State officials say they are pleasantly surprised at how many former Nebraskans, especially younger ones, appear willing to move back to the state only if they could find a good job.
A little more than half of the 2,400 people interviewed as part of Gallup study said they would be willing to return to Nebraska for a good job.
"The truth is, for those people with a reasonable chance of moving back - including young people - there's really just one issue: Can they find a good job?" said Glenn Phelps, an expert on labor migration and job creation at Gallup.
State officials released a copy of the study to The Associated Press.
Gallup officials stress that the study was not a scientific survey with a representative sample of all Nebraskans who have moved from the state, and was only for internal use by state officials.
State officials say the survey also highlights the problem of a lack of one-stop job shopping for jobs available in Nebraska.
While there may be more job information at people's fingertips than ever, they say, it can be hard to know what Web sites to peruse, or who to call. Companies often pick one of the many ways that now exist to advertise jobs - from national job-search Web sites, to their own Web sites, to local newspapers.
"Too often now, you have to know what companies exist and then learn how that company advertises its job openings," said Dan Curran with the Nebraska Department of Economic Development.
"This isn't going to be easy," Curran said of compiling openings for a wide variety of jobs across the state into one or two Web sites. "How do you create an information portal and not put someone out?" like another job-search site in the state, he said.
The state hopes sometime this fall to have answers to help lure former residents home.
A marketing plan to draw people back to Nebraska is also expected to be crafted, and community groups will be encouraged to keep in touch with people after they leave Nebraska.
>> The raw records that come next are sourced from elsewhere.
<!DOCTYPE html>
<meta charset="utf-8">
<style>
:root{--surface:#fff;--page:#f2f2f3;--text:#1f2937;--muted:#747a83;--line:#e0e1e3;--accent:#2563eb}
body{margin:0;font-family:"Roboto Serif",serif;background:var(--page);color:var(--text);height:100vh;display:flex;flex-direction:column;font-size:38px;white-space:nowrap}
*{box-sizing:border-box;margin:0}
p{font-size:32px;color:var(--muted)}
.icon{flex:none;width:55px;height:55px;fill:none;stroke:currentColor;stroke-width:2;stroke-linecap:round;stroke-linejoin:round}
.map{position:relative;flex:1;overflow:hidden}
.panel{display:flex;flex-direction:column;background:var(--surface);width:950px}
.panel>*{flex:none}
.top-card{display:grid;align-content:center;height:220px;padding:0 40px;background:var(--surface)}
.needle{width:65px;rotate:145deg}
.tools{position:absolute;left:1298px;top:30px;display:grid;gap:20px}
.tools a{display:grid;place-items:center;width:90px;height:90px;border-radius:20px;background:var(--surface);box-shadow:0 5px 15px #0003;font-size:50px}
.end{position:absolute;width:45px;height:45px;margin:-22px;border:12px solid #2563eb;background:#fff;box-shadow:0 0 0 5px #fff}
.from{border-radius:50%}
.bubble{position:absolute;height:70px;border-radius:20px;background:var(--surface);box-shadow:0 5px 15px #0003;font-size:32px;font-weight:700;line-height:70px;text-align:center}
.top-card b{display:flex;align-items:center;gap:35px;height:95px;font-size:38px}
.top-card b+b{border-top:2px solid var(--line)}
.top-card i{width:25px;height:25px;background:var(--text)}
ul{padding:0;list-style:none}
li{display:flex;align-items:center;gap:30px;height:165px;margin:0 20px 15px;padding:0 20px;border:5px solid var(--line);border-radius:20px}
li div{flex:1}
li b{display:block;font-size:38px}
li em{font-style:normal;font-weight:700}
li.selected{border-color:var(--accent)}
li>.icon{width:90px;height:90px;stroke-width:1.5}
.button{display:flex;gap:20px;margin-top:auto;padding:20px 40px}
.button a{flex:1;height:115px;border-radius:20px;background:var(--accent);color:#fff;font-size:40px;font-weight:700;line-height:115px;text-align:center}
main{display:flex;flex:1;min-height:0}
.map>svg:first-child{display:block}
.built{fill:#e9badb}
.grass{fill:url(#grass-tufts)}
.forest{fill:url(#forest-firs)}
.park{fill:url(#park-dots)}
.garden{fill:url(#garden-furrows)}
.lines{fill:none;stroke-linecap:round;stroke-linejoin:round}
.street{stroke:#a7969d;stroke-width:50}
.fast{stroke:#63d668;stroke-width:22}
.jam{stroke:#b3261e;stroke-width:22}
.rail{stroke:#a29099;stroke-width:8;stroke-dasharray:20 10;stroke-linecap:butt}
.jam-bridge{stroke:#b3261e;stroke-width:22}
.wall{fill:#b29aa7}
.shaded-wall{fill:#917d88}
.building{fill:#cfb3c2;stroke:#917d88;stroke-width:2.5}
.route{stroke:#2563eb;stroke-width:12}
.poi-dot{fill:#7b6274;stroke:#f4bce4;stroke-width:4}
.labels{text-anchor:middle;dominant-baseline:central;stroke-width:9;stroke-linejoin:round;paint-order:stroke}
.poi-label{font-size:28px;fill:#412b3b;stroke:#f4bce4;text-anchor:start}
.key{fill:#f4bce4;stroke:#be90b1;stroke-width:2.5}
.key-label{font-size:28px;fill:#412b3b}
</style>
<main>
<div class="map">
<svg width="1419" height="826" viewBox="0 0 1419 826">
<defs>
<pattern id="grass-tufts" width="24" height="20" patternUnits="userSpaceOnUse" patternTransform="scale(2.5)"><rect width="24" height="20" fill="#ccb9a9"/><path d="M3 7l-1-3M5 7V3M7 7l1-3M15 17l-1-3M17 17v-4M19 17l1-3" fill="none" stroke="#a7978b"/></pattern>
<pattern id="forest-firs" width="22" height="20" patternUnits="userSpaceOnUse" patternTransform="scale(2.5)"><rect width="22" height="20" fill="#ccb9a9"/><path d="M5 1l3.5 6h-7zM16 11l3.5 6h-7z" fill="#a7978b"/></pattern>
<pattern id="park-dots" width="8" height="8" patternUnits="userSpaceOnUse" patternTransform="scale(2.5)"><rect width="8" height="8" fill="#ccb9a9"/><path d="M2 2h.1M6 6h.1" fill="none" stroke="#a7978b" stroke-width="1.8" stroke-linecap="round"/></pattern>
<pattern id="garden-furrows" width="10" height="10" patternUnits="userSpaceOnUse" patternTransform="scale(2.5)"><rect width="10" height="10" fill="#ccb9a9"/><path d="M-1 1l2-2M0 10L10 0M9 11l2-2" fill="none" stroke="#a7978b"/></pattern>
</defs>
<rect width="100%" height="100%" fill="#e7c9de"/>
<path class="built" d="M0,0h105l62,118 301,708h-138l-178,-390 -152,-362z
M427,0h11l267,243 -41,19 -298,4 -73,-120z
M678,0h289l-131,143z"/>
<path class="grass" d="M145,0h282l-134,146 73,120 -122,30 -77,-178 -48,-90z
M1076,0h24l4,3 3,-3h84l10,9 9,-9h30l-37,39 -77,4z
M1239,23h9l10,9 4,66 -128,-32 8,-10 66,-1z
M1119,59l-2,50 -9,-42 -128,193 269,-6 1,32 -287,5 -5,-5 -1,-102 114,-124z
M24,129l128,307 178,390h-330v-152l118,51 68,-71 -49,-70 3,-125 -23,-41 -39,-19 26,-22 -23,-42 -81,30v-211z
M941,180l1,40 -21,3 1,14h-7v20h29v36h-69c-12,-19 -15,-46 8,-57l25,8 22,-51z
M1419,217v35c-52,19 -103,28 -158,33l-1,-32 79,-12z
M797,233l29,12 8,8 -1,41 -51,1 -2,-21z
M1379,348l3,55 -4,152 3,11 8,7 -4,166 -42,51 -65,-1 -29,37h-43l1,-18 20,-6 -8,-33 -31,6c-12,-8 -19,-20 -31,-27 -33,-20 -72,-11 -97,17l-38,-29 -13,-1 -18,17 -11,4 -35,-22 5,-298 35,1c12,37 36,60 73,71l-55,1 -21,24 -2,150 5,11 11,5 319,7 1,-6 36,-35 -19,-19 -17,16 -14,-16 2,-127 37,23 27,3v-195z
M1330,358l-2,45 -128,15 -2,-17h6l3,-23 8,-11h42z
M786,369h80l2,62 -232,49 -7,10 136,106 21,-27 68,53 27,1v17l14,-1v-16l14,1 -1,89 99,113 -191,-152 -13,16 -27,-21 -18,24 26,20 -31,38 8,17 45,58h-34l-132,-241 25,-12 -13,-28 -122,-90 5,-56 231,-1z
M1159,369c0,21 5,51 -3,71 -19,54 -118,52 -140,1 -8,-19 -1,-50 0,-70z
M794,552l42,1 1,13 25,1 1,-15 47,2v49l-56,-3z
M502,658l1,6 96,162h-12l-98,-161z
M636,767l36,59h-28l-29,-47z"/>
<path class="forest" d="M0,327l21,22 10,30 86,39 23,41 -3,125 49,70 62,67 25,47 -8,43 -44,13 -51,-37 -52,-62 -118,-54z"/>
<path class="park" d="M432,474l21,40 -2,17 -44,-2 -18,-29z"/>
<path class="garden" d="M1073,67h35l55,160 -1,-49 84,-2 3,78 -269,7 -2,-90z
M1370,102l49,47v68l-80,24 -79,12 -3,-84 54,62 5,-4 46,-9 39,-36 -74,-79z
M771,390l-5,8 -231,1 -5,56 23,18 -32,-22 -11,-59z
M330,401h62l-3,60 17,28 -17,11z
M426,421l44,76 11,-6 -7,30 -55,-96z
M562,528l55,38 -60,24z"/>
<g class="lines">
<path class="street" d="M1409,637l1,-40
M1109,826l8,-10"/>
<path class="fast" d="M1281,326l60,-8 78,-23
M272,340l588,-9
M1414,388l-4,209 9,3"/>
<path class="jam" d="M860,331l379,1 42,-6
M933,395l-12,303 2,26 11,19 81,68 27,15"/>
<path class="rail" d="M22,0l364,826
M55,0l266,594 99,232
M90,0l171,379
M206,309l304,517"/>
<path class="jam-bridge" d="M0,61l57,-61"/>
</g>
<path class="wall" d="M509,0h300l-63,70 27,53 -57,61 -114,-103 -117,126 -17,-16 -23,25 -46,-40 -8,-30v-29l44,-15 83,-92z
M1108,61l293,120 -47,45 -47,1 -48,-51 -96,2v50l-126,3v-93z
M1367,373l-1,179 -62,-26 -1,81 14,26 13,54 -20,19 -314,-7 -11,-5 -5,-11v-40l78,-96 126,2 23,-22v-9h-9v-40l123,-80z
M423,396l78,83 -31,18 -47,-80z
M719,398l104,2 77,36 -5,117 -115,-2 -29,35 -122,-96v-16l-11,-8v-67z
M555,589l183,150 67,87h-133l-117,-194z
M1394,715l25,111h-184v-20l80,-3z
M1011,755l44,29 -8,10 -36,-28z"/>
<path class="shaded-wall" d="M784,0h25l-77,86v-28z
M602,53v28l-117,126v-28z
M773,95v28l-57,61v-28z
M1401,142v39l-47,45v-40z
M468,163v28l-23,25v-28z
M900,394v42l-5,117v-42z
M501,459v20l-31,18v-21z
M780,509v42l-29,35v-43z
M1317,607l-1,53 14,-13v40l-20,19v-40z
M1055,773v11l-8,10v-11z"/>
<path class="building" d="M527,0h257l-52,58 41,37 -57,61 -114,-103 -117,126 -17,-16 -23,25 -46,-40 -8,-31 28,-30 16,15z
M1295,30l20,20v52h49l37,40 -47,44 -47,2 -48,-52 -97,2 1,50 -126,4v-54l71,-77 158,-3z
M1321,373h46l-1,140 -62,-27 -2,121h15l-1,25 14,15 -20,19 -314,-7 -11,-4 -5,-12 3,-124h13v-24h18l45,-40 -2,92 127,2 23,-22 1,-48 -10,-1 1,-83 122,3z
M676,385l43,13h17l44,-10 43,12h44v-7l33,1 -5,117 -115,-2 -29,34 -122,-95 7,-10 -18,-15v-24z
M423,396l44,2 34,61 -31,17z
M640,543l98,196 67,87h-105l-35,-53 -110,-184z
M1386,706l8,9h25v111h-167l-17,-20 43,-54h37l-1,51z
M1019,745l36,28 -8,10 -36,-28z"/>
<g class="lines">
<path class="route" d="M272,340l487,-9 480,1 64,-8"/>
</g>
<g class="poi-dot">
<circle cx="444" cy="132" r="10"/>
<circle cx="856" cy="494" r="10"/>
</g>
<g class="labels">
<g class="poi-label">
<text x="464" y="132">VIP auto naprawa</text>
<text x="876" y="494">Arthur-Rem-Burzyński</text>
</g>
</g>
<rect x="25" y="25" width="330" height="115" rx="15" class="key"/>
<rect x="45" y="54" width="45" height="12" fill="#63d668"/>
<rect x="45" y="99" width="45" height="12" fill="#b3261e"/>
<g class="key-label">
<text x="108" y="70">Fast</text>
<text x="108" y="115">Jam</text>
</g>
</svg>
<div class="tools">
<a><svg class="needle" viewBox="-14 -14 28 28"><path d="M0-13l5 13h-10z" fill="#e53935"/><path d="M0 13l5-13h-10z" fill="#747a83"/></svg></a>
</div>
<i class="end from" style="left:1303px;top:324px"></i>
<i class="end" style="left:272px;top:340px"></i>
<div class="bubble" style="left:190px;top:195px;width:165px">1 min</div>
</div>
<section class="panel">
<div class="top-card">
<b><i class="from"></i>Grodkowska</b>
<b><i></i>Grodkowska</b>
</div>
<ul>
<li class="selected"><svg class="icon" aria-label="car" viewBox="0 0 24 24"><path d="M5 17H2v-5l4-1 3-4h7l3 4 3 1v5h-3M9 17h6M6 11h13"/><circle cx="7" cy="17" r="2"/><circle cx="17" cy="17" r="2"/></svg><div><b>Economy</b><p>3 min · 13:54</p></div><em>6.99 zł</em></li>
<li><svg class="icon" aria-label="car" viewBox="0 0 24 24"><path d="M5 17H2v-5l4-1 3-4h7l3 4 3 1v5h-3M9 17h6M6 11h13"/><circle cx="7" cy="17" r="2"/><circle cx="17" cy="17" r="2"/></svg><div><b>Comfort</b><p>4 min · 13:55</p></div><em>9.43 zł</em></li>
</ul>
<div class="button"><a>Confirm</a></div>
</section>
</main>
The hope is that doing so will help encourage former Nebraskans to return.
"A lot of high-school information disappears with the senior class," Curran said. "But if that information is retained, you can keep a line of communication and let people know what opportunities are available."
One of the recommendations Gallup gave the state was that if people get help finding a job in Nebraska "all else can be managed."
The notion that non-work-related factors should be emphasized when trying to attract people, especially the younger crowd, has become popular among urban planners and economic-development officials in recent years.
Curran said the study is promising because it points to more clear-cut solution for the state as it competes against others that pour millions of dollars into ads touting "cool" features like mountain ranges.
"What the study tells us is you need to communicate that you have good jobs available all over the state," Curran said.